The shape of the graph still looks odd with this kernel. (The column for 3 threads per client is out of whack.) But the results are so consistent I don't think there's any measuring error to blame.
Also added results using BDB 4.8.30 (previous used 4.7.25) and also using a 2.6.35 kernel.
BDB 4.8 vs 4.7 seems to be worth about a 5% gain on its own. The 2.6.35 kernel gives a slight boost as well, with search rates spiking over 67600/second, and idle CPU down to 6%. At that point, slapd is consuming around 90% of the CPU. Network interrupts also consume about 6% total, or ~75% of one core.

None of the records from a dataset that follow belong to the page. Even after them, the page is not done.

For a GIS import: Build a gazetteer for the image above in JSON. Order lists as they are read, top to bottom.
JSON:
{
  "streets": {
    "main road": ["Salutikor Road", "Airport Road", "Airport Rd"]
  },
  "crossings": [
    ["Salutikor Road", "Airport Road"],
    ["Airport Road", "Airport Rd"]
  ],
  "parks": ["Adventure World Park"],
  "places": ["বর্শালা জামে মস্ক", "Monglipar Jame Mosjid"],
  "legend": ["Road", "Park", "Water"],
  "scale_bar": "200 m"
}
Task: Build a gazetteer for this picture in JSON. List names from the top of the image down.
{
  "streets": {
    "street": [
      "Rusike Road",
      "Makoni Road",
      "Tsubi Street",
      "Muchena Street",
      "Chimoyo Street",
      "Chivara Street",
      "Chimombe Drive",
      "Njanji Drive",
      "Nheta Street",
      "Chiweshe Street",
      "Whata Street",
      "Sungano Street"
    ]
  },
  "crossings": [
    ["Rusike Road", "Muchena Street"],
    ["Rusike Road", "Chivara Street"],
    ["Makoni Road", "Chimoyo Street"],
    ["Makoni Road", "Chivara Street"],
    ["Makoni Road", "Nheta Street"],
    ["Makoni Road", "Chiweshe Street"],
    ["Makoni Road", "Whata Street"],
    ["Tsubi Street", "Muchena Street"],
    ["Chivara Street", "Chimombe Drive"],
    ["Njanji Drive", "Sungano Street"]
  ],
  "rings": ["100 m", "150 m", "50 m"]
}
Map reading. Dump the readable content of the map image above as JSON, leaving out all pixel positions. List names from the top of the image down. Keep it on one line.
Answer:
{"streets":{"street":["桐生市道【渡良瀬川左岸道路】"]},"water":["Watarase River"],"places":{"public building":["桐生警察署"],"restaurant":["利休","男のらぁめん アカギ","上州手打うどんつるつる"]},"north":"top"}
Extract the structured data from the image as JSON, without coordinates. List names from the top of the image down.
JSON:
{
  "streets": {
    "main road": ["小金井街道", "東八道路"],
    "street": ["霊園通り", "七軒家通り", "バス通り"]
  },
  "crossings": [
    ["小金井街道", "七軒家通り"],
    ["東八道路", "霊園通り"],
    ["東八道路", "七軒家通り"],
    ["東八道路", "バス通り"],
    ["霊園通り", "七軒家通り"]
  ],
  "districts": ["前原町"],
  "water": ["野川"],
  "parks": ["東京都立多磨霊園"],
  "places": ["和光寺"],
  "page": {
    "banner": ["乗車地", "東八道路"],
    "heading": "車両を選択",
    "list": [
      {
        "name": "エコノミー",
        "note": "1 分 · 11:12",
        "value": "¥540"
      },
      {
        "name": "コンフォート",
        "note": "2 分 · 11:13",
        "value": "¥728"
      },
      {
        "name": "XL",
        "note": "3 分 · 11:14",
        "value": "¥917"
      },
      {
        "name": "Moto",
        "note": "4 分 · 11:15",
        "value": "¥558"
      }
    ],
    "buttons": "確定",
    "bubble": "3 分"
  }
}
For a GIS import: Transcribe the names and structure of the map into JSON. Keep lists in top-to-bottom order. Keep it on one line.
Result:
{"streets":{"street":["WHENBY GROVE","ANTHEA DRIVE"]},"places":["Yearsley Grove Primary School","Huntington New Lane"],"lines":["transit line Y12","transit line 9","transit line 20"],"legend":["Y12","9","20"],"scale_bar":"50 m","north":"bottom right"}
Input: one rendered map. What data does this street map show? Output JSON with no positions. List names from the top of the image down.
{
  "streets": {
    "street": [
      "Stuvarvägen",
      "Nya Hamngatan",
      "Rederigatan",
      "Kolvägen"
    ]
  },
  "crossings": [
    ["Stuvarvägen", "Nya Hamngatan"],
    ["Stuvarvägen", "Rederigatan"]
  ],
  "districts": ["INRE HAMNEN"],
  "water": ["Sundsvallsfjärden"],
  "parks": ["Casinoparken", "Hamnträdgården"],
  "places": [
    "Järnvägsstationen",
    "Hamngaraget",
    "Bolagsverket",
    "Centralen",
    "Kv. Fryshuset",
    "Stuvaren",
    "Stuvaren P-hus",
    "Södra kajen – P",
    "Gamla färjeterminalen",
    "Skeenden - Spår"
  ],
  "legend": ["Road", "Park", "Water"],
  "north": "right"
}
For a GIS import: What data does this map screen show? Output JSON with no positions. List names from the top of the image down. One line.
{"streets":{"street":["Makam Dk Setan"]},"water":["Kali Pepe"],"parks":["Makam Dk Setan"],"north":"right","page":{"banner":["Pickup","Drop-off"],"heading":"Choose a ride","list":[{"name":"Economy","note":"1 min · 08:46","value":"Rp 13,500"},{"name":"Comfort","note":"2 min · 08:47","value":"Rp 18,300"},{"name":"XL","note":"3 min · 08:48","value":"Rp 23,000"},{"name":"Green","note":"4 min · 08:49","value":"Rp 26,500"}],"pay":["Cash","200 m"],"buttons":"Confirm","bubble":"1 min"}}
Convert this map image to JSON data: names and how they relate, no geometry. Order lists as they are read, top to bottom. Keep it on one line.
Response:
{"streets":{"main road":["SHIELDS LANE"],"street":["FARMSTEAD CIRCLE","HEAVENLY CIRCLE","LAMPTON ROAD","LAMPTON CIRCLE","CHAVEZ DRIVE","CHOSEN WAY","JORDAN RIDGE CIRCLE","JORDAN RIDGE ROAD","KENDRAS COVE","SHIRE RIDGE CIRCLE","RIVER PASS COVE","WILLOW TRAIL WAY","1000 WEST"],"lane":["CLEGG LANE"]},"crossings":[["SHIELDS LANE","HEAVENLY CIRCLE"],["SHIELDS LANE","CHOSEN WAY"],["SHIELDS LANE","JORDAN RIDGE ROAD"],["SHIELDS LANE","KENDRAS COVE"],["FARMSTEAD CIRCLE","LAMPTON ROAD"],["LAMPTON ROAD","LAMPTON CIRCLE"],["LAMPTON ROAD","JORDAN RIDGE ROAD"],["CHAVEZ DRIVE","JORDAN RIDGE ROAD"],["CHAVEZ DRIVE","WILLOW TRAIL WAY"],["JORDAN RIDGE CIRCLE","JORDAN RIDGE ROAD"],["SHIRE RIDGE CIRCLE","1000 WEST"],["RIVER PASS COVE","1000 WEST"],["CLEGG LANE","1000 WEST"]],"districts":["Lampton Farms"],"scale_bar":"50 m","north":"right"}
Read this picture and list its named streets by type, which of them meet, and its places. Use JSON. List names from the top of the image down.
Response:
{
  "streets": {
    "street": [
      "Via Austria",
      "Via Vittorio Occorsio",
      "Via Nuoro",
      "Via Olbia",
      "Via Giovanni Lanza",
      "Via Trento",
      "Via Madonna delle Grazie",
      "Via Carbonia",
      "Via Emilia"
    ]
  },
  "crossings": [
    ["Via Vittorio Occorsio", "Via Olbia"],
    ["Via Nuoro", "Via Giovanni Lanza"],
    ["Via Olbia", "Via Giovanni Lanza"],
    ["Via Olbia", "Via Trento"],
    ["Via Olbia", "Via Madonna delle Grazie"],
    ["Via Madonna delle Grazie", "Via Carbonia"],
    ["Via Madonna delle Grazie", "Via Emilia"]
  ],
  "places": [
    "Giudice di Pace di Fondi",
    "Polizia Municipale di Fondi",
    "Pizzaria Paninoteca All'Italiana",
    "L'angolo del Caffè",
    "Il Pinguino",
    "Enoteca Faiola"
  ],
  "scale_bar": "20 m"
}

Hm, I may have forgotten to mention these tests are being run on an HP Proliant DL585 G5 with 4 Opteron 8354 (2.2Ghz quad core) processors. The box has 64GB of RAM; the DB has 5 million entries and slapd is using around 25-26GB of memory. (Around 4KB per entry, plus ~4GB of BDB shared memory cache.)
I re-ran the BDB 4.8 job with 29 iterations, to match a run I had done against some other directory server. (That other server took 29 iterations to satisfy the 2-consecutive-non-improving-iterations criteria, this was just to provide comparable data). That's in the "double29" results. The only thing it really demonstrates is that OpenLDAP's performance is rock-steady under load, it doesn't just peak and then deterioriate as the load gets heavier. (Which we've seen on other servers as their thread queues get overwhelmed.)
Also for comparison I've done a run against OpenDS 2.3.0 build 3, using Sun JRE 1.6. I'm very impressed with OpenDS's results; I configured the jvm with 32GB of heap and it only used 17GB but returned very good performance. Aside from allocating a few GB for the BDB cache it's basically in stock tune. (Also with access logging disabled for these runs.) I didn't try yet with entry caching enabled; in previous runs I had poor experience with entry caching. I guess I should ask on the OpenDS forums for further tuning advice.
http://highlandsun.com/hyc/slamd/squeeze/double29/ http://highlandsun.com/hyc/slamd/squeeze/opends2.3.0/
There's a lot to be said for being able to achieve good performance without needing to fret over configuring individual caches. It makes a stronger case for back-mdb, to my mind.